TASK INSTRUCTIONS — The records need to be set down again exactly as they appear.
++++++
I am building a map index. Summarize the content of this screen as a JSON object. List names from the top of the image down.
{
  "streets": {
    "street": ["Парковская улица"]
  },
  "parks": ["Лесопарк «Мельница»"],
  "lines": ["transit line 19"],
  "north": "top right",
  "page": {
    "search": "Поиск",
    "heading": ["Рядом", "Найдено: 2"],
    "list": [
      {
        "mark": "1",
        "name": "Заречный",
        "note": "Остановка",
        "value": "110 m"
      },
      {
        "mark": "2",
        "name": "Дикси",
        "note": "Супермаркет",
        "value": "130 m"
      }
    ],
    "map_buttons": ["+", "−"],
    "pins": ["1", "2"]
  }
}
++++++
RESULT —
I am building a map index. Summarize the content of this screen as a JSON object. List names from the top of the image down.
{
  "streets": {
    "street": ["Парковская улица"]
  },
  "parks": ["Лесопарк «Мельница»"],
  "lines": ["transit line 19"],
  "north": "top right",
  "page": {
    "search": "Поиск",
    "heading": ["Рядом", "Найдено: 2"],
    "list": [
      {
        "mark": "1",
        "name": "Заречный",
        "note": "Остановка",
        "value": "110 m"
      },
      {
        "mark": "2",
        "name": "Дикси",
        "note": "Супермаркет",
        "value": "130 m"
      }
    ],
    "map_buttons": ["+", "−"],
    "pins": ["1", "2"]
  }
}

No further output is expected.